In early November 1834, an aristocratic young couple from Savannah and South Carolina sailed from New York and began a strange seventeen year odyssey in West Africa. Leighton and Jane Wilson sailed along what was for them an exotic coastline, visited cities and villages, and sometimes ventured up great rivers and followed ancient paths. Along the way they encountered not only many diverse landscapes, peoples, and cultures, but also many individuals on their own odysseys — including Paul Sansay, a former slave from Savannah; Mworeh Mah, a brilliant Grebo leader, and his beautiful daughter, Mary Clealand, at Cape Palmas; and King Glass and the wise and humorous Toko in Gabon. Leighton and Jane Wilson had freed their inherited slaves, and were to become the most influential American missionaries in West Africa during the first half of the nineteenth century. While Jane established schools, Leighton fought the international slave trade and the imperialism of colonization. He translated portions of the Bible into Grebo and Mpongwe and thereby helped to lay the foundation for the emergence of an indigenous African Christianity.

The Wilsons returned to New York because of ill health, but their odyssey was not over. Living in the booming American metropolis, the Wilsons welcomed into their handsome home visitors from around the world as they worked for the rapidly expanding Protestant mission movement. As the Civil War approached, however, they heard the siren voice of their Southern homeland calling from deep within their memories. They sought to resist its seductions, but the call became more insistent and, finally, irresistible. In spite of their years of fighting slavery, they gave themselves to a history and a people committed to maintaining slavery and its deep oppression — both an act of deep love for a place and people, and the desertion of a moral vision.

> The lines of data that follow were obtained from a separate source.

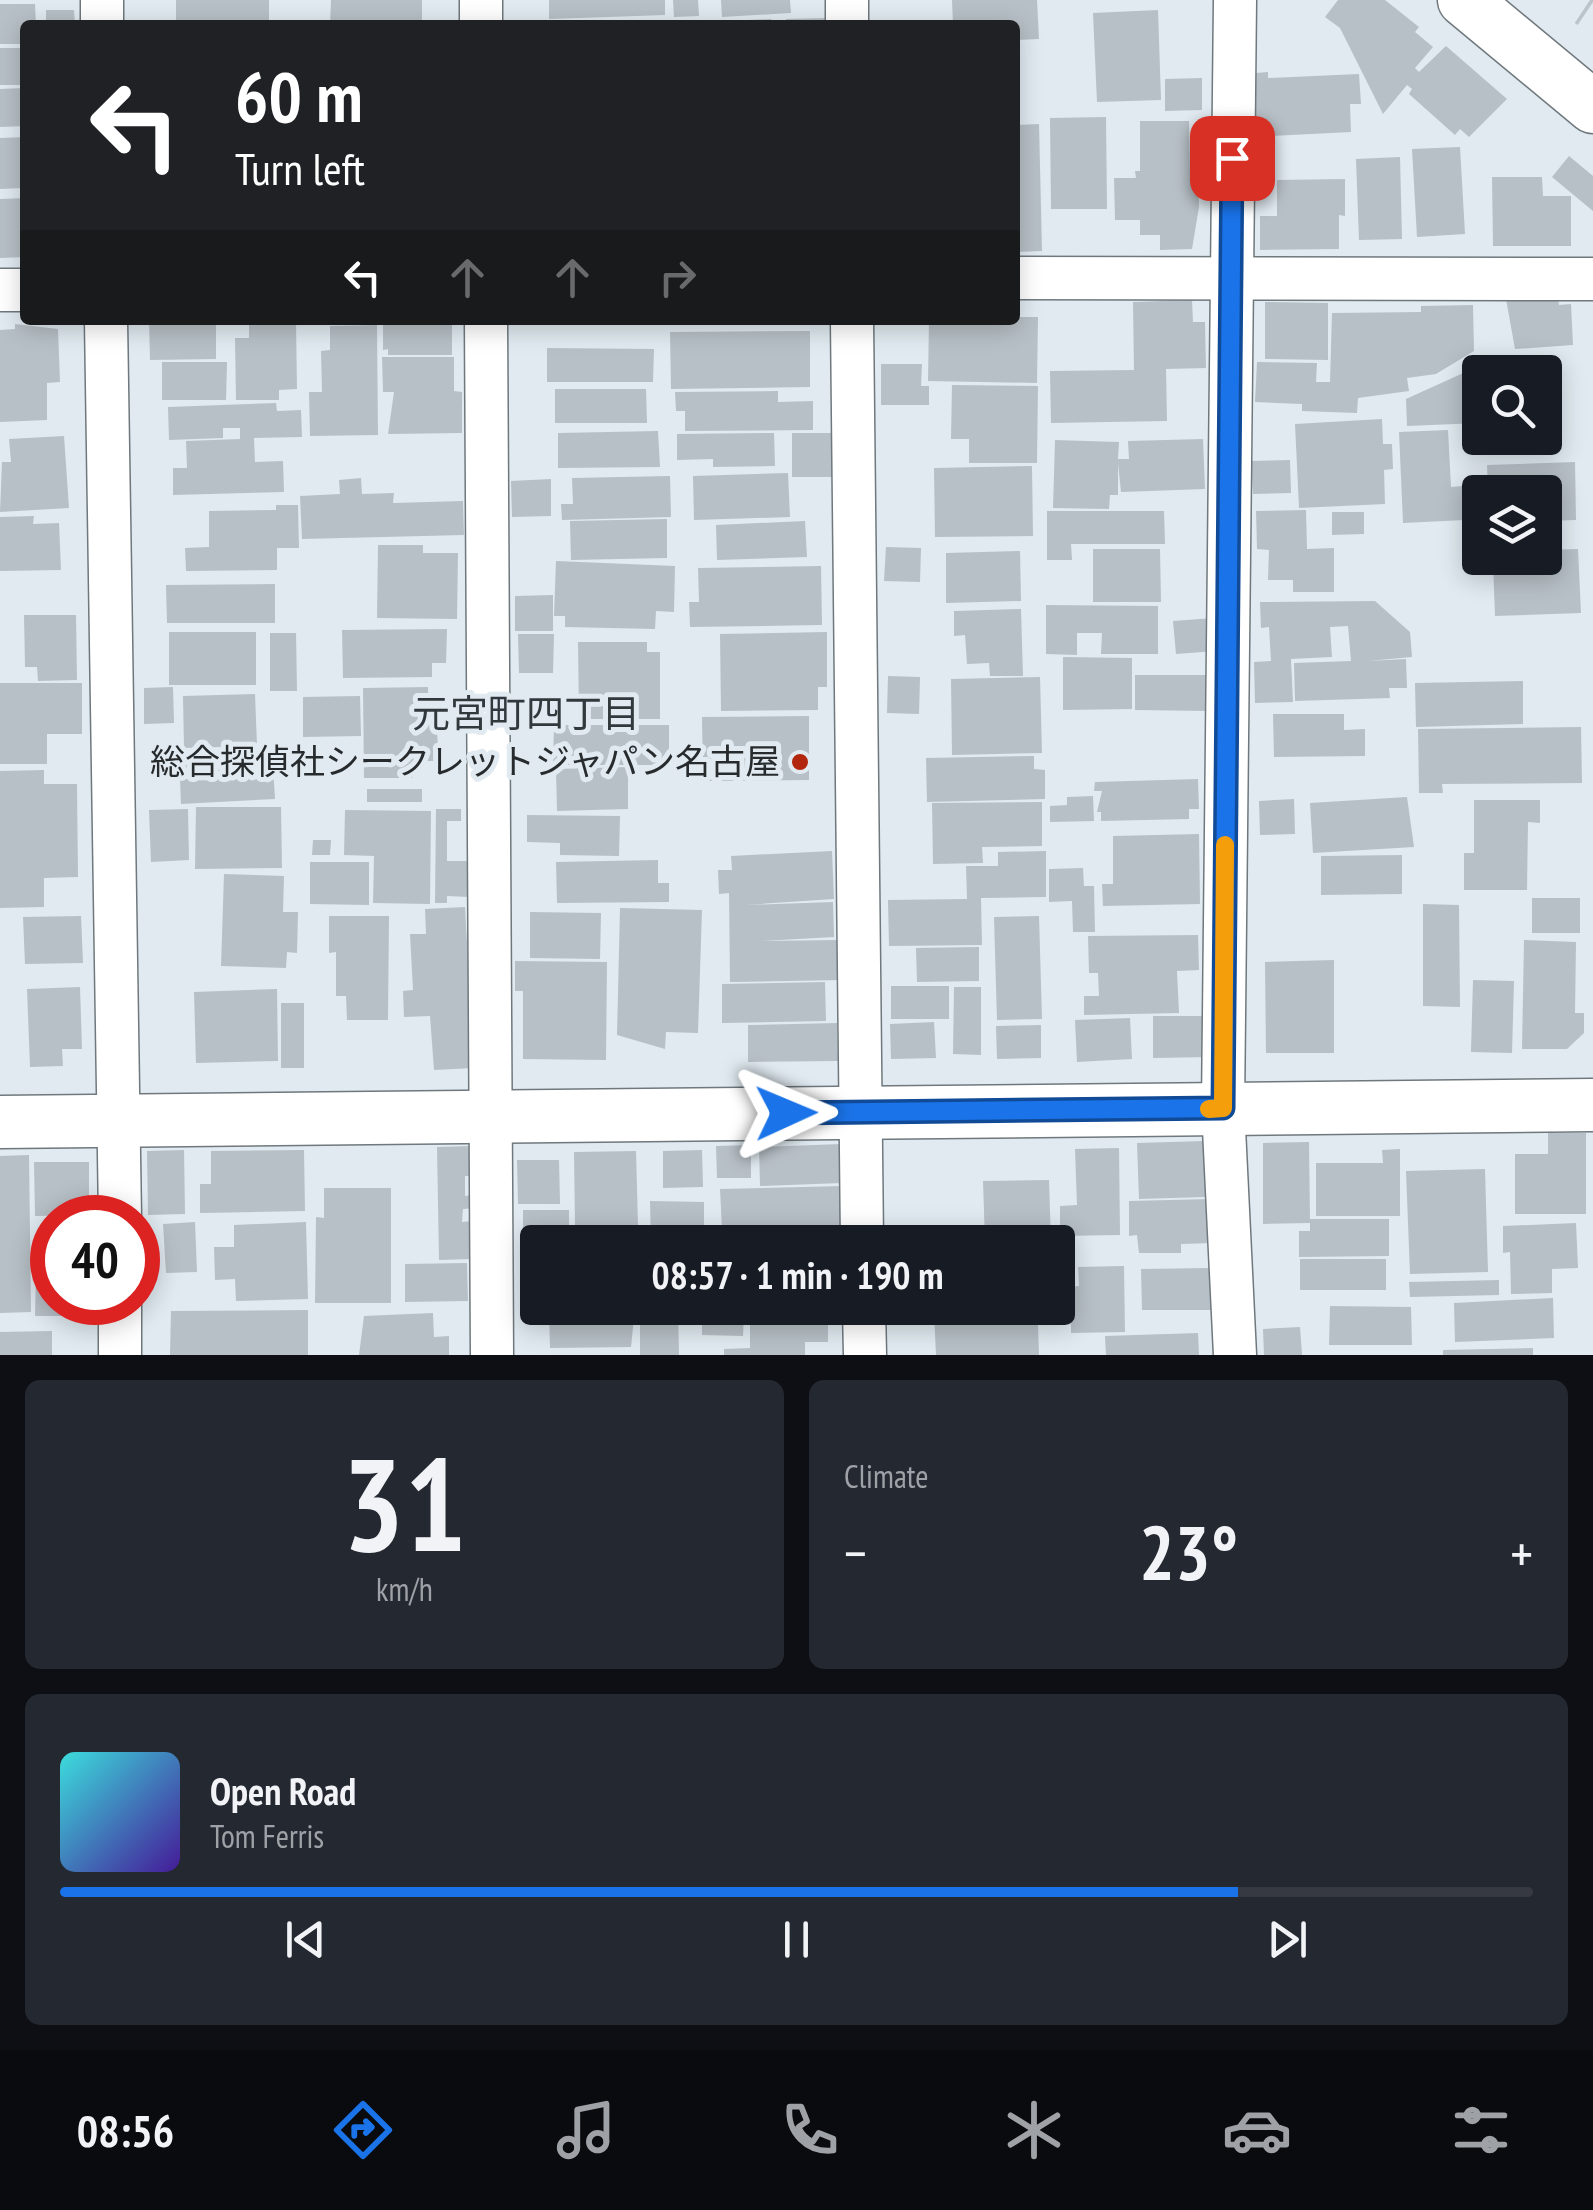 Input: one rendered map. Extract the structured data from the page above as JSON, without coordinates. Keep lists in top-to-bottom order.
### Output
{
  "districts": ["元宮町四丁目"],
  "places": ["総合探偵社シークレットジャパン名古屋"],
  "page": {
    "turn": ["60 m", "Turn left"],
    "limit": "40",
    "trip": "08:57 · 1 min · 190 m",
    "tile": [
      ["31", "km/h"],
      "Climate"
    ],
    "heat": ["−", "23°", "+"],
    "song": ["Open Road", "Tom Ferris"],
    "tabs": "08:56"
  }
}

A sweeping transatlantic story of good intentions and bitter consequences, By the Rivers of Water reveals two distant worlds linked by deep faiths.

Praise

Kirkus
“A sinuously nuanced pursuit of a Southern Christian missionary couple's conflicted journey from slaveholding Savannah, Ga., to West Africa. In the thoroughgoing fashion of his Bancroft Prize–winning Dwelling Place (2005), religion historian Clarke devotes enormous care to delineating every aspect of the world known to his protagonists: Jane Bayard, from Savannah, and John Leighton Wilson, from Black River, S.C…. A florid yet thorough and compelling history of missionary work and the 19th-century African-American experience both in America and abroad.”

Booklist
“Clarke offers a complex portrait [of] the countervailing forces of the nineteenth century as America grappled with the profound contradictions of slavery.”
Jacqueline Jones, author of Labor of Love, Labor of Sorrow
“With a novelist's dramatic flair, Erskine Clarke examines a group of American Protestant missionaries who, in the 1830s, made the arduous journey to West Africa, where they sought to evangelize among various indigenous groups. In the process these Americans had surprising encounters with coastal merchants, African-American colonists, and traffickers in slaves. By the Rivers of Water seamlessly blends the history of religion, slavery, African colonization, and the South Carolina and Georgia Lowcountry to give us a compelling account of transatlantic connections among people and ideas; in the process this finely wrought story illuminates the complex political forces that shaped both the United States and West Africa.”
Lacy Ford, University of South Carolina, author of Deliver Us From Evil: The Slavery Question in the Old South
“A worthy successor to his award-winning Dwelling Places, Erskine Clarke's By the Rivers of Water tells an epic tale of the nineteenth-century white Protestant mission to Africa and its relationship to issues of slavery and the slave trade in the United States. The primary protagonists in Clarke's compelling narrative are two well-born white southerners, John Leighton Wilson and his wife Jane Bayard Wilson, who possessed intimate first-hand knowledge of American slavery, and whose discomfort with slavery helped guide them to missionary work. With a rarely-matched sensitivity and unsurpassed knowledge of his subject, Clarke has written a must-read account of the effort to Christianize both recently colonized ex-slaves from the United States and native African tribes on that continent's west coast. Clarke has given us a riveting story that not only places the white missionary effort in the broadest possible perspective but also reveals how much white Americans contested and contorted views of slavery and racism in the antebellum republic. With this volume, Clarke enhances once again his stature as a pre-eminent historian of American religion and American slavery.”
Robert Harms, Yale University, author of The Diligent: Worlds of the Slave Trade
“This is Atlantic history at its best. The missionary travels of John Leighton and Jane Wilson open a window onto one of the major contradictions in the nineteenth-century Atlantic world, where slave ships from Africa crossed paths with ships carrying freed American slaves back to Africa. Such contradictions were reflected in the internal struggles of John Leighton Wilson himself, who freed his own slaves in Georgia and fought a twenty-year battle against the slave traders on the coast of Africa, but still found his loyalties strangely torn by the American Civil War. We hear the voices of white and black missionaries, African American settlers, and African chiefs and merchants, all bound together in their quest to create a new kind of community based on freedom and their Christian faith.”
Dallas Morning News
“[An] engrossing, elegantly written history…[Clarke] deserves another Bancroft for By the Rivers of Water, a memorable book.”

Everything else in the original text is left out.